-- Goal of the exercise --
An exact copy of the data is required. No picture may appear in it.

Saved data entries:
◆ ◆ ◆
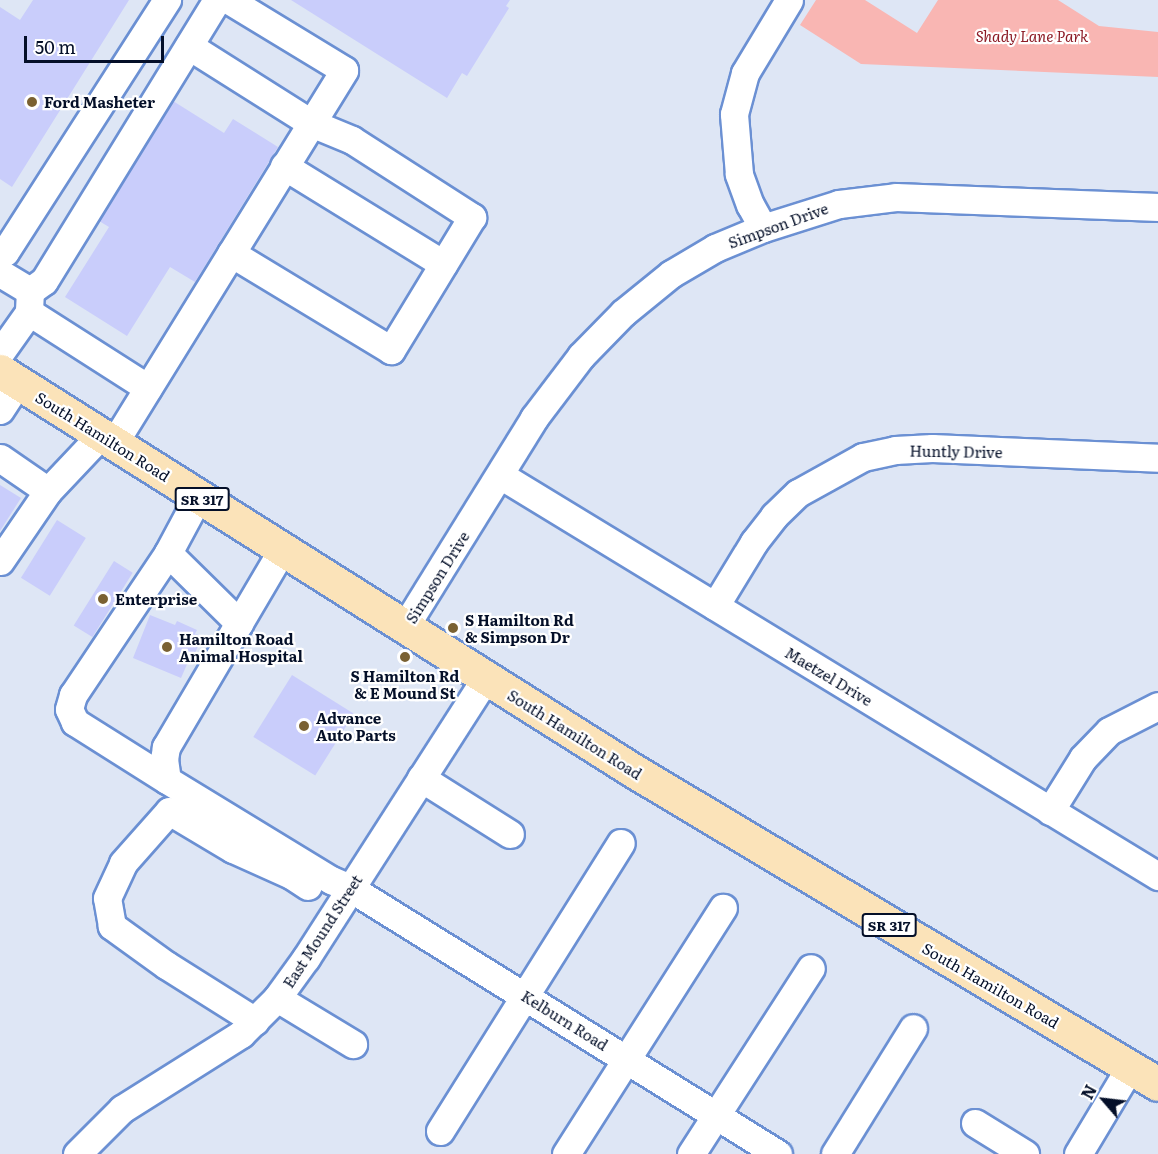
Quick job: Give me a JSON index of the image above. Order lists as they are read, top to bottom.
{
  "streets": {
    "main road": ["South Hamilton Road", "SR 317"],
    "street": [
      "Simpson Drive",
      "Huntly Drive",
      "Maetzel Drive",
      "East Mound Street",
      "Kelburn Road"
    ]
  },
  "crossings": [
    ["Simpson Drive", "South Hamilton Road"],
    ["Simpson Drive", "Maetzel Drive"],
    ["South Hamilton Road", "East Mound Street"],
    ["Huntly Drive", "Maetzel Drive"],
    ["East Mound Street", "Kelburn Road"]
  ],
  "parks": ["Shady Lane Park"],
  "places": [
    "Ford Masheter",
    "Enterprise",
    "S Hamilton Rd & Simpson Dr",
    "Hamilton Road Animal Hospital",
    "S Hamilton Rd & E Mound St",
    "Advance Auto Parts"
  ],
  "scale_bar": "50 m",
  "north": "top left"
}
◆ ◆ ◆
-- Answer space --
Quick job: Give me a JSON index of the image above. Order lists as they are read, top to bottom.
{
  "streets": {
    "main road": ["South Hamilton Road", "SR 317"],
    "street": [
      "Simpson Drive",
      "Huntly Drive",
      "Maetzel Drive",
      "East Mound Street",
      "Kelburn Road"
    ]
  },
  "crossings": [
    ["Simpson Drive", "South Hamilton Road"],
    ["Simpson Drive", "Maetzel Drive"],
    ["South Hamilton Road", "East Mound Street"],
    ["Huntly Drive", "Maetzel Drive"],
    ["East Mound Street", "Kelburn Road"]
  ],
  "parks": ["Shady Lane Park"],
  "places": [
    "Ford Masheter",
    "Enterprise",
    "S Hamilton Rd & Simpson Dr",
    "Hamilton Road Animal Hospital",
    "S Hamilton Rd & E Mound St",
    "Advance Auto Parts"
  ],
  "scale_bar": "50 m",
  "north": "top left"
}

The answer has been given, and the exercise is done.